As anyone who has an academic focus can attest, there is tremendous pressure to pursue (hopefully) meaningful research. In many cases, this is an integral part of keeping one’s job. But research is expensive. Even the simplest retrospective study requires some kind of statistical analysis, and statisticians don’t work for free. And in more sophisticated research labs, there are huge personnel, equipment, as well as other infrastructure costs.
Traditionally, researchers have pursued grant dollars from single sources like the federal government, local agencies, corporations, and charitable organizations. But this is very competitive, and it’s usually an all or none proposition. Only one of many applications gets all the cash, and the rest get none.
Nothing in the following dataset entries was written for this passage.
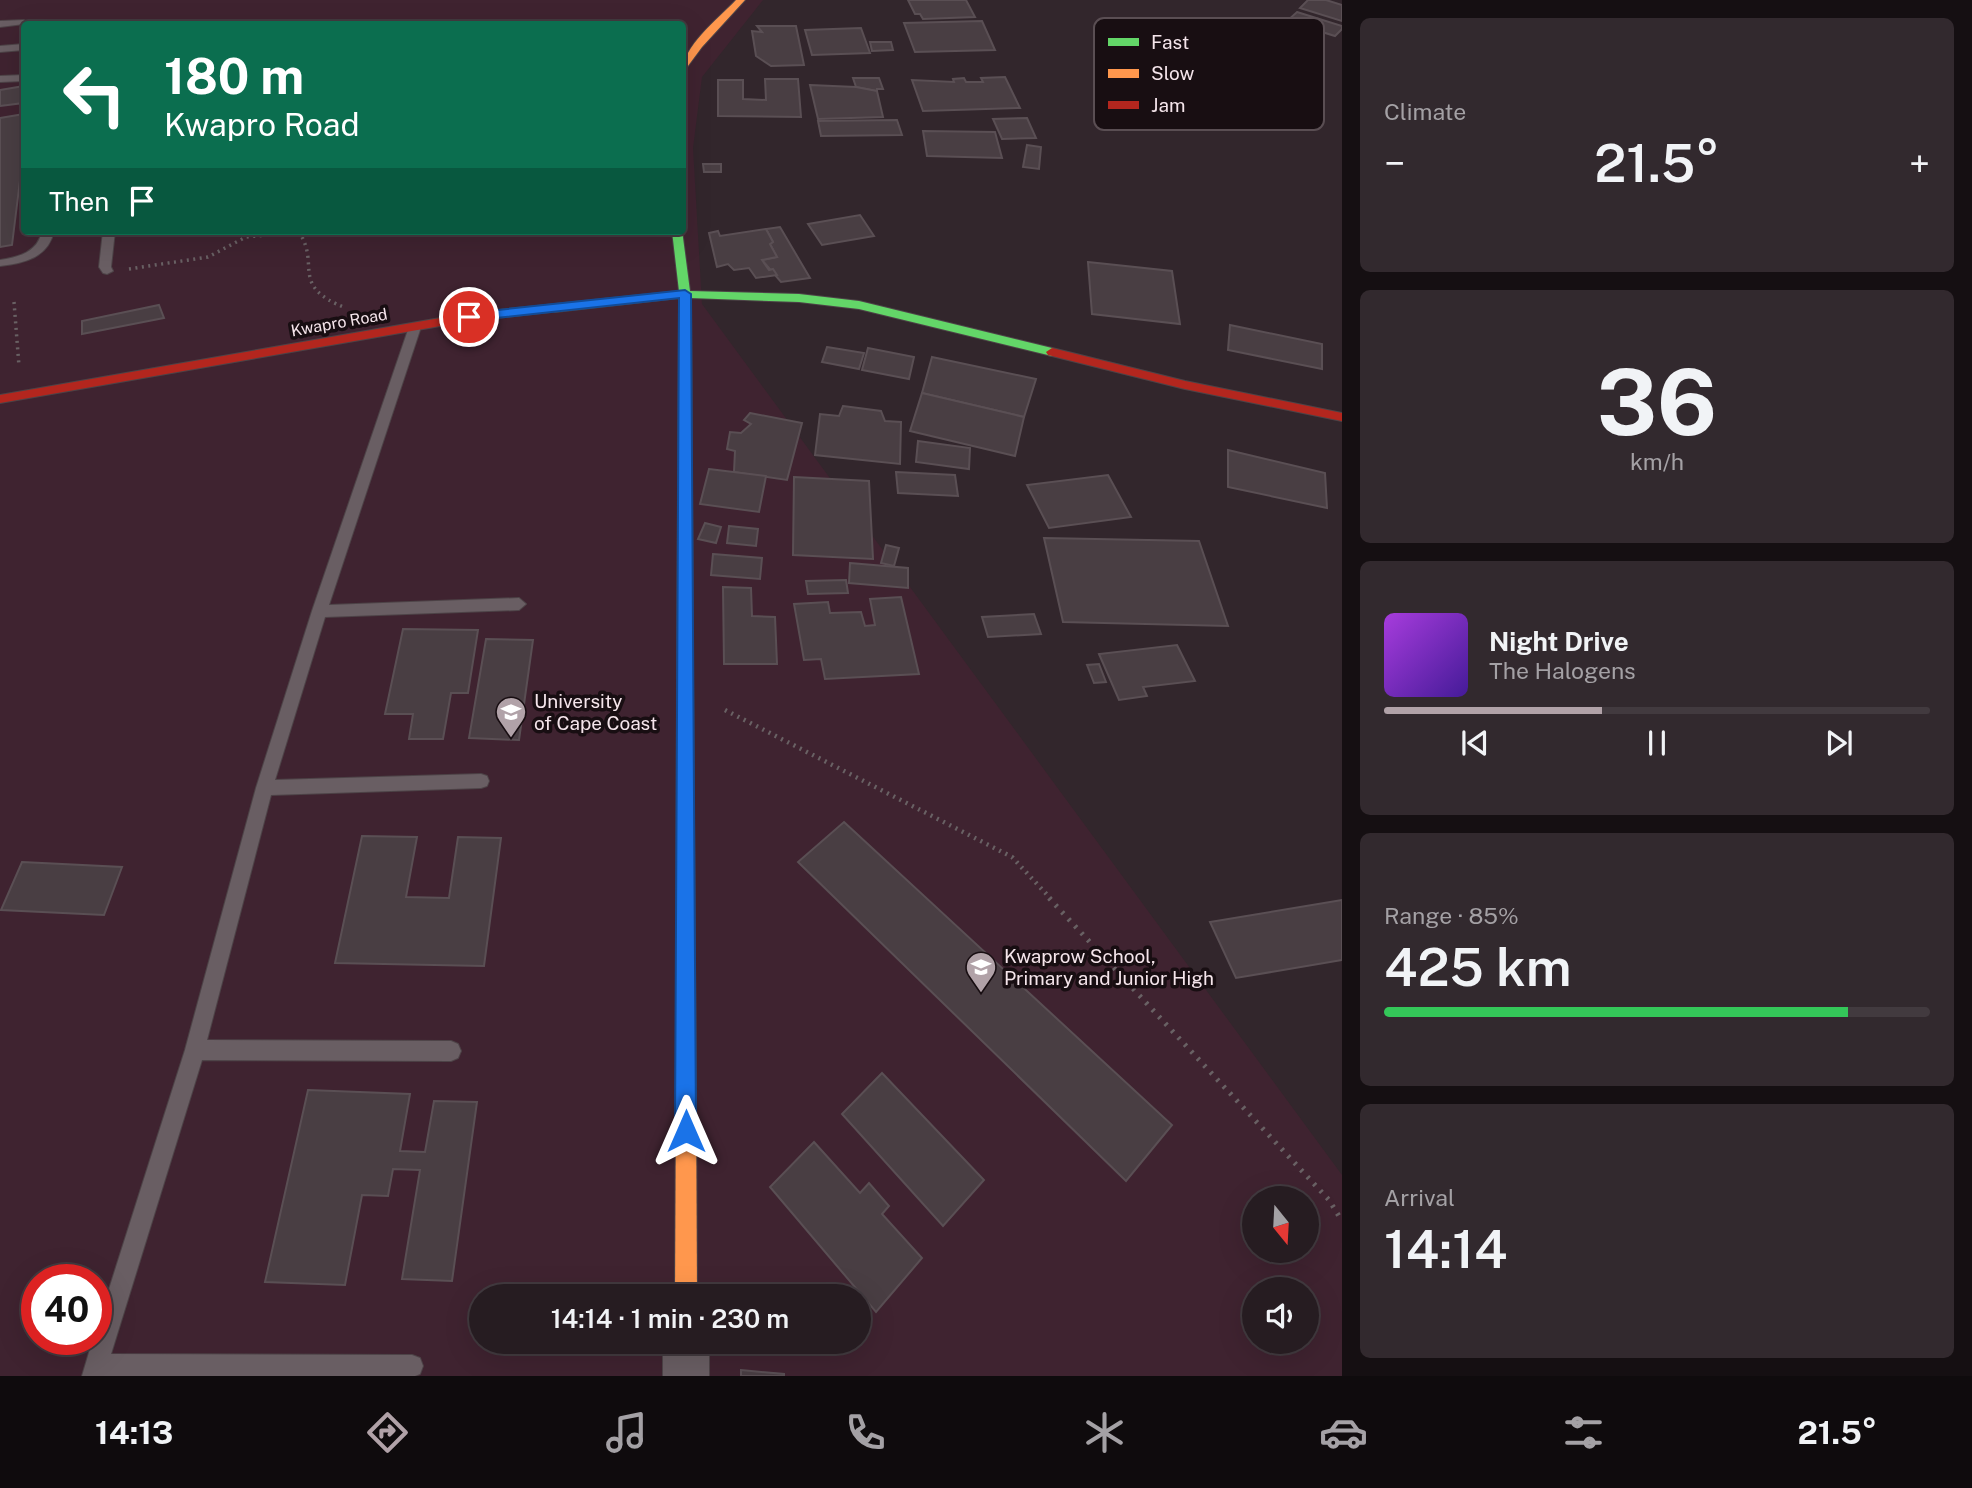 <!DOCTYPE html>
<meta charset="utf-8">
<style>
body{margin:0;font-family:"Public Sans",sans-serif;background:#32292e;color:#f1f3f6;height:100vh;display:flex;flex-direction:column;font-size:26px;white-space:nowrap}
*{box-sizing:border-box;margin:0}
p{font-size:23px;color:#a4a1a5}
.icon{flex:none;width:38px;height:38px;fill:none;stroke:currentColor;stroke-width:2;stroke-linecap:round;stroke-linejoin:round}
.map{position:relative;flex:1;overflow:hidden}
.side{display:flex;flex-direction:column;gap:18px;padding:18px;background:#150f12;width:630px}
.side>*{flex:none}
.guide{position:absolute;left:21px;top:21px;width:665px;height:214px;border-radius:7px;box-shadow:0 7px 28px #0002,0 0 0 2px #423a3f;background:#0b6e4f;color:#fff;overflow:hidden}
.needle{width:46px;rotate:162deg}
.fabs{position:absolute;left:1242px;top:1186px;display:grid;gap:14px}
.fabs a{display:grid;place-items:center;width:77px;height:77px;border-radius:50%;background:#261c21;box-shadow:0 7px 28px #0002,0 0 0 2px #423a3f;font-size:35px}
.speed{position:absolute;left:21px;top:1264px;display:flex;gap:14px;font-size:35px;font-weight:700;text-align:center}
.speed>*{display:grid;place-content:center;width:91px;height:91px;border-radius:50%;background:#261c21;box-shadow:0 7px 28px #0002,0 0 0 2px #423a3f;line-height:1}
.speed .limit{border:10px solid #d22;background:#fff;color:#111}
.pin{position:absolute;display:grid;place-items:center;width:60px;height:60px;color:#fff;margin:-30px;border:4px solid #fff;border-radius:50%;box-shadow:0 2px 7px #0007}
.me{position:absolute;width:77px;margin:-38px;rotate:0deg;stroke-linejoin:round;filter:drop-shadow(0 0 5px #0008)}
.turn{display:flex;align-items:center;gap:24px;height:147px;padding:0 28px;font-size:32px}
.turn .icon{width:91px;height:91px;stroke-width:2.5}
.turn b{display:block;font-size:49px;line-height:60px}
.then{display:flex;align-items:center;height:66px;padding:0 28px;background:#0003;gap:14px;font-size:26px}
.big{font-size:52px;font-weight:600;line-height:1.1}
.side .card{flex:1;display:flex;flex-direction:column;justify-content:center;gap:10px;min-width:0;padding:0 24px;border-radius:10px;background:#32292e}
.side .dial{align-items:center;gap:0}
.dial b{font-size:91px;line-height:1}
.song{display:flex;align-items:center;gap:21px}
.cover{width:84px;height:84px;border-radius:10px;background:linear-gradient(135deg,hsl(280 70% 55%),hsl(260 70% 35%))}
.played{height:7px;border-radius:4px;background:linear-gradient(90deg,#b1a2a8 40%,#423a3f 40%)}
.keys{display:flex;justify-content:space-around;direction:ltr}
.heat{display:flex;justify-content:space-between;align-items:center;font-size:38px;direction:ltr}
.charge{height:10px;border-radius:5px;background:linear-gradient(90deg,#34c759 85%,#423a3f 0)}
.trip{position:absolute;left:469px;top:1284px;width:402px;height:70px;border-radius:35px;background:#261c21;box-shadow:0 7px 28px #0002,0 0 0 2px #423a3f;font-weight:600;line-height:70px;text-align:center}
.tabs{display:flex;height:112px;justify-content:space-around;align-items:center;background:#0f0b0d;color:#a4a1a5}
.tabs .icon{width:49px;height:49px}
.tabs .selected{color:#b1a2a8}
.tabs b{font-size:32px;color:#f1f3f6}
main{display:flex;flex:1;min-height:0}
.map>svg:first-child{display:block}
.built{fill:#3f2330;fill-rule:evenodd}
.building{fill:#493e43;stroke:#5a4f54;stroke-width:2}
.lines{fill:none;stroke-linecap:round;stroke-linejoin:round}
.lane-casing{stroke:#4d4347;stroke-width:2}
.street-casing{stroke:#4d4347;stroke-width:2}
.fast-casing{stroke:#4d4347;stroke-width:2}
.slow-casing{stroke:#4d4347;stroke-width:2}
.jam-casing{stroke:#4d4347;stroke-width:2}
.path-far2{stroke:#696164;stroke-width:3.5;stroke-dasharray:2 4.5;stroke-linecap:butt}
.path-far1{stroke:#696164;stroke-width:4.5;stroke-dasharray:2 5;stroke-linecap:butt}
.path{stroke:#696164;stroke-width:5;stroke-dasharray:2.5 7;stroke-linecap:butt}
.lane{fill:#695e63;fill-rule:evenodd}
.street{fill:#695e63;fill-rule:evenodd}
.fast{fill:#63d668;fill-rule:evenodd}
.slow{fill:#ff974d;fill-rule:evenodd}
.jam{fill:#b3261e;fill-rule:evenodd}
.route{fill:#1a73e8;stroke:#114b97;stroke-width:2}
.labels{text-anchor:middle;stroke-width:7;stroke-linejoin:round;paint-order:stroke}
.far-street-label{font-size:16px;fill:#f5e5eb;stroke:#180e12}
.poi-label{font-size:19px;fill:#f5e5eb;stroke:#180e12;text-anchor:start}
.key{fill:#180e12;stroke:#5a4e53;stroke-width:2}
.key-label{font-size:19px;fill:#f5e5eb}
</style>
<main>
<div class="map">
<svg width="1342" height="1376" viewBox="0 0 1342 1376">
<rect width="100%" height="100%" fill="#32262c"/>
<!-- built -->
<path class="built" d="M0 0H763L702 77 693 148 702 304 1342 1175V1376H0ZM24 24H682V231H24ZM1255 1199H1307V1251H1255ZM37 1279H96V1339H37ZM1255 1290H1307V1342H1255ZM481 1297H859V1342H481Z"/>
<!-- building -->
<g class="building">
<polygon points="908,0 966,0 975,17 923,19 920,14 915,14"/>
<polygon points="1308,0 1326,0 1342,5 1342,21 1300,8"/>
<polygon points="1297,12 1342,26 1342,29 1335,36 1287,21"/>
<polygon points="982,21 995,50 915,52 904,23"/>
<polygon points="757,26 796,26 804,65 771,66 756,56 752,31 762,32"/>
<polygon points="861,28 870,53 812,55 805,30"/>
<polygon points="870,42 891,42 893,50 872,51"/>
<polygon points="1005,77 1020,108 923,111 912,80 954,82 953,79 964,78 966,82 983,82 981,78"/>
<polygon points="853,78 879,78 883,89 877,89 877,91 856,87"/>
<polygon points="765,79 798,79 801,117 718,116 718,80 743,80 743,99 766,100"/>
<polygon points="810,85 856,87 877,91 883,117 818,119"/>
<polygon points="24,86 23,103 0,106 0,90"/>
<polygon points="24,114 24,148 12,245 0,247 0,118"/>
<polygon points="1027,118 1036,138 1002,139 993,119"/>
<polygon points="897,120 902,135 821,136 818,121"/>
<polygon points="923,131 995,132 1002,158 927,156"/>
<polygon points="1027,145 1041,147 1039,169 1023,167"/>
<polygon points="703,164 721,164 721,172 704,172"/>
<polygon points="860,215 874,236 822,245 808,224"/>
<polygon points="780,227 810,278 781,282 762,260 777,257 770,244 773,242 766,229"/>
<polygon points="766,229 773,242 770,244 777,257 762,260 769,270 773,269 777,275 756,278 749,268 734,270 728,264 717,267 709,233 718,231 720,236"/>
<polygon points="1088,262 1172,271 1180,324 1092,314"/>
<polygon points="159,305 164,318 82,334 82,321"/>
<polygon points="1230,325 1322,344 1322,369 1228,350"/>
<polygon points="827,347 864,353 859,369 822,362"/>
<polygon points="868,348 914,357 909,379 862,370"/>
<polygon points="932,357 1036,379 1024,417 922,393"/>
<polygon points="922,393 1024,417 1015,456 910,431"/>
<polygon points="843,406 881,411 885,421 901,422 900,464 815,455 820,414 839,416"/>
<polygon points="750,413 802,423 787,480 734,472 735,451 727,449 730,432 741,433 751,424 744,420"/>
<polygon points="918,441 970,448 969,469 916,462"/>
<polygon points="1228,450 1325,473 1327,508 1228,487"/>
<polygon points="709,469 766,476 759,512 700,504"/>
<polygon points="896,472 955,475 958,496 898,493"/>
<polygon points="1108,475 1131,517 1049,528 1027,485"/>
<polygon points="794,477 869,481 873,559 793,555"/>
<polygon points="705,523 721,527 716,543 698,539"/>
<polygon points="729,526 758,529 756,546 727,543"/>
<polygon points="1044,538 1199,541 1228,626 1063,622"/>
<polygon points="886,545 899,548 894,566 881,563"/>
<polygon points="713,554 762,558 760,579 711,575"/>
<polygon points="850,563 908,568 908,588 849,583"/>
<polygon points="846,580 848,593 808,594 806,581"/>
<polygon points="723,587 751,588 752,616 775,617 777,664 724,664"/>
<polygon points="901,597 919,674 825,679 821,659 804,660 794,604 828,602 830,613 861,612 865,626 875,625 870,599"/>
<polygon points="1034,614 1041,634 988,637 982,617"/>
<polygon points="403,629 478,630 468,693 451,693 443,739 409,739 413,714 385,714"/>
<polygon points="486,639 533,640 519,740 469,738"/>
<polygon points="1177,645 1195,681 1143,687 1147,696 1119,700 1099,654"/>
<polygon points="1099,664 1106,682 1094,683 1087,665"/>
<polygon points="844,822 1172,1125 1126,1181 798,862"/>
<polygon points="362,836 417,837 406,897 449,898 458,837 501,838 484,966 335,963"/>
<polygon points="22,862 122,867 104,915 1,910"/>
<polygon points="1342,900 1342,960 1236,978 1210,922"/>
<polygon points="882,1073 984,1180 943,1226 842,1114"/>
<polygon points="308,1090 410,1094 400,1151 425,1152 434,1101 477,1102 452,1281 402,1279 420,1170 393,1169 388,1196 362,1195 345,1285 265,1282"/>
<polygon points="814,1142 860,1193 869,1183 889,1206 882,1214 922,1258 876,1312 770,1187"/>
<polygon points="741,1370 784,1374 784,1376 741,1376"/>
</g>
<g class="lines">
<!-- lane casing -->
<g class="lane-casing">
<g id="lane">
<polygon points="24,20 24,24 0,27 0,21"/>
<polygon points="232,21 249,24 228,24"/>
<polygon points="24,44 24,50 0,52 0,46"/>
<polygon points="24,75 24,81 0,82 0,76"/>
<path d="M42 231H54C48 258 24 263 0 266V260C19 257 38 252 42 231Z"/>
<polygon points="103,231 115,231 111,267 113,271 107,274 103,273 99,267"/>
<polygon points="415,323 421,327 329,605 519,598 526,604 519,610 325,617 275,780 481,774 487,776 489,781 487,786 481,788 271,795 207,1040 451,1041 458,1044 461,1051 458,1058 451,1061 202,1060 111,1354 412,1355 420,1358 423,1366 420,1374 415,1376 82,1376 93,1339 96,1339 96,1330 185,1050 256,788 312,611 409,327"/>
</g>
</g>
<!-- street casing -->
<g class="street-casing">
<rect id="street" x="663" y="1342" width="46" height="34"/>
</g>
<!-- fast casing -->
<g class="fast-casing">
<polygon id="fast" points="682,230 690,291 799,294 859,301 1052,348 1058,352 1052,356 859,309 799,302 691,298 693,677 691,682 679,682 677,677 679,298 555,312 549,308 555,304 679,291 672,231"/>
</g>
<!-- slow casing -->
<g class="slow-casing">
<g id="slow">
<path d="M736 0H745L702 47 682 74C682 46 718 19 736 0Z"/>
<polygon points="686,1087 693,1090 696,1097 697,1297 675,1297 676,1097 679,1090"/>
</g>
</g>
<!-- jam casing -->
<g class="jam-casing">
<g id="jam">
<polygon points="555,304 559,305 559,311 469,321 0,403 0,395 469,313"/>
<polygon points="1052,348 1185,381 1342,413 1342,421 1185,389 1048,355 1046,352"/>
<polygon points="685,670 691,672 693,677 696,1097 693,1104 686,1107 679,1104 676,1097 677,677 679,672"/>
</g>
</g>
<!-- path-far2 -->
<g class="path-far2">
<path d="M129 269 208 257 246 237 299 232C321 265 289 286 346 308"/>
<polyline points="14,302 19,366"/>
</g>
<!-- path-far1 -->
<polyline class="path-far1" points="725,710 1012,857 1051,899"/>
<!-- path -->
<polyline class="path" points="1049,898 1329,1200 1342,1221"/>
<!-- lane -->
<use href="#lane" class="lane"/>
<!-- street -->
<use href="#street" class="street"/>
<!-- fast -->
<use href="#fast" class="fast"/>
<!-- slow -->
<use href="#slow" class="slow"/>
<!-- jam -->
<use href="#jam" class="jam"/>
</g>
<!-- route -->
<polygon class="route" points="685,290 691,294 696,1131 693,1138 686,1141 678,1138 675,1131 679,298 469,321 463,317 469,313"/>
<!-- icons -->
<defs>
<g id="university-pin" transform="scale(1.575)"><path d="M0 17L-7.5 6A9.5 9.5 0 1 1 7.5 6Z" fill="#b1a2a8" stroke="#180e12"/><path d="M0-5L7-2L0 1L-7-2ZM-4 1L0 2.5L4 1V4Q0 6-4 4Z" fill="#fff"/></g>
<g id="school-pin" transform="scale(1.575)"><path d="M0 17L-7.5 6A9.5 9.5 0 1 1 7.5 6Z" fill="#b1a2a8" stroke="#180e12"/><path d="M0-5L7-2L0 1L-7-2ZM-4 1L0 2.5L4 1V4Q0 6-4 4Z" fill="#fff"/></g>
</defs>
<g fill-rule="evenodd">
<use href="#university-pin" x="511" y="712"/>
<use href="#school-pin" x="981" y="967"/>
</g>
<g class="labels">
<!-- far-street labels -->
<g class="far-street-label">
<text transform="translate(339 322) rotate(-10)" y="6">Kwapro Road</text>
</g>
<!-- poi labels -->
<g class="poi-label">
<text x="534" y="708">University<tspan x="534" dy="22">of Cape Coast</tspan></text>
<text x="1004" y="963">Kwaprow School,<tspan x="1004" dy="22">Primary and Junior High</tspan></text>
</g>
</g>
<!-- legend -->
<rect x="1094" y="18" width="230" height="112" rx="10" class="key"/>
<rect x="1108" y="38" width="31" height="8" fill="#63d668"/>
<rect x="1108" y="69" width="31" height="9" fill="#ff974d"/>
<rect x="1108" y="101" width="31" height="8" fill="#b3261e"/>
<g class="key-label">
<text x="1151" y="49">Fast</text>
<text x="1151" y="80">Slow</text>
<text x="1151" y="112">Jam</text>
</g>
</svg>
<div class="fabs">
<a><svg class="needle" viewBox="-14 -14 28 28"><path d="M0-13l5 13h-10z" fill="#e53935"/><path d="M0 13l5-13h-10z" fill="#a4a1a5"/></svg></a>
<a><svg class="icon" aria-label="sound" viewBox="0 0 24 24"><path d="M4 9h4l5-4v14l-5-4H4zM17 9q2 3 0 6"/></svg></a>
</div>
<div class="speed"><div class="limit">40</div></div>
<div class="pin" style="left:469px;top:317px;background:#d93025"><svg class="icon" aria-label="arrive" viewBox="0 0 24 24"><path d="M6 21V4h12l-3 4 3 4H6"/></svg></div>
<svg class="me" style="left:686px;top:1131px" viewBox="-20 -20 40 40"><path d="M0-17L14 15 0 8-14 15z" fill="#1a73e8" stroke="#fff" stroke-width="4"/></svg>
<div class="trip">14:14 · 1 min · 230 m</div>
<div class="guide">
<div class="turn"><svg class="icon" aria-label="left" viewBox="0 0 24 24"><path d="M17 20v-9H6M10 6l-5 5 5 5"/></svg><div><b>180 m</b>Kwapro Road</div></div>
<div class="then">Then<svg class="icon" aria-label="arrive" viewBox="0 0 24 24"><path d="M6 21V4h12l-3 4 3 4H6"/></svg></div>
</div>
</div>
<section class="side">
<div class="card"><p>Climate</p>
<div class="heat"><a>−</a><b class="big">21.5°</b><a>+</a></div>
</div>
<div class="card dial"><b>36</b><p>km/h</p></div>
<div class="card">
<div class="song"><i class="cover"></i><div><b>Night Drive</b><p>The Halogens</p></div></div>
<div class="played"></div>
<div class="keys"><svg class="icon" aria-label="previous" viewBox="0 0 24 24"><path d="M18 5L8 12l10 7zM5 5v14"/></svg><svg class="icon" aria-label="pause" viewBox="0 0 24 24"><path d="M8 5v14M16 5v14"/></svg><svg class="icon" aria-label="next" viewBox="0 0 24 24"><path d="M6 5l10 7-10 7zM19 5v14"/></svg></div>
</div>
<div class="card"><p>Range · 85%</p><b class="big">425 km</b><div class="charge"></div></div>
<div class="card"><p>Arrival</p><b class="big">14:14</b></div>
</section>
</main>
<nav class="tabs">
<b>14:13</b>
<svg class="icon selected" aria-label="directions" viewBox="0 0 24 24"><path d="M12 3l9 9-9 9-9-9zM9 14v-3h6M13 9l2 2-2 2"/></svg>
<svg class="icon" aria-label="music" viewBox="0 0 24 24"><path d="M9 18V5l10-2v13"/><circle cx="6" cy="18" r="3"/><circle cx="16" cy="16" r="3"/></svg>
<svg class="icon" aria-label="phone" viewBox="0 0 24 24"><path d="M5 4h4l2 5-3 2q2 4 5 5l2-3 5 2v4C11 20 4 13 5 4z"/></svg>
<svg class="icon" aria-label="climate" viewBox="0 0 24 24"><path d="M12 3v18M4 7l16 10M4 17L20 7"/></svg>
<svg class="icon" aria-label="car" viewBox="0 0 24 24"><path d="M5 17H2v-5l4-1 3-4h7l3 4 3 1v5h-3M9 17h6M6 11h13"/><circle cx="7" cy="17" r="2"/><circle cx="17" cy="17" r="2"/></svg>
<svg class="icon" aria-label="filters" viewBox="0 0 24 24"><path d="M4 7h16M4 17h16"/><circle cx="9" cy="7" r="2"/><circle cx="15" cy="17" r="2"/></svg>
<b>21.5°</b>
</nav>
But now, crowdsourcing has moved beyond the technology and design type projects seen on KickStarter to what is now called crowdfunding. There are a number of sites that solicit small donations from individuals, pooling them together into large amounts. The largest campaign on KickStarter was able to amass over $20 million to create a new version of the Pebble watch. A small campaign to get $10 to develop a potato salad recipe ended up collecting over $55 thousand.
Bottom line: The concept of crowdfunding has now made the jump to funding research. There are a number of sites that are structured similarly to KickStarter that allow researchers to solicit donations from the public. Some are relatively rudimentary, and some are naive in their approach to soliciting funds. In order to engage the public to contribute sums of money, large or small, research teams will need to explain their ideas simply and describe some practical or potential application. And it won’t hurt to offer some type of schwag for donors at various financial levels.
But the downside? The bean counters at funding agencies and university may come to expect you to get some (or all) of your funds from crowdfunding so they can save their dollars for other stuff!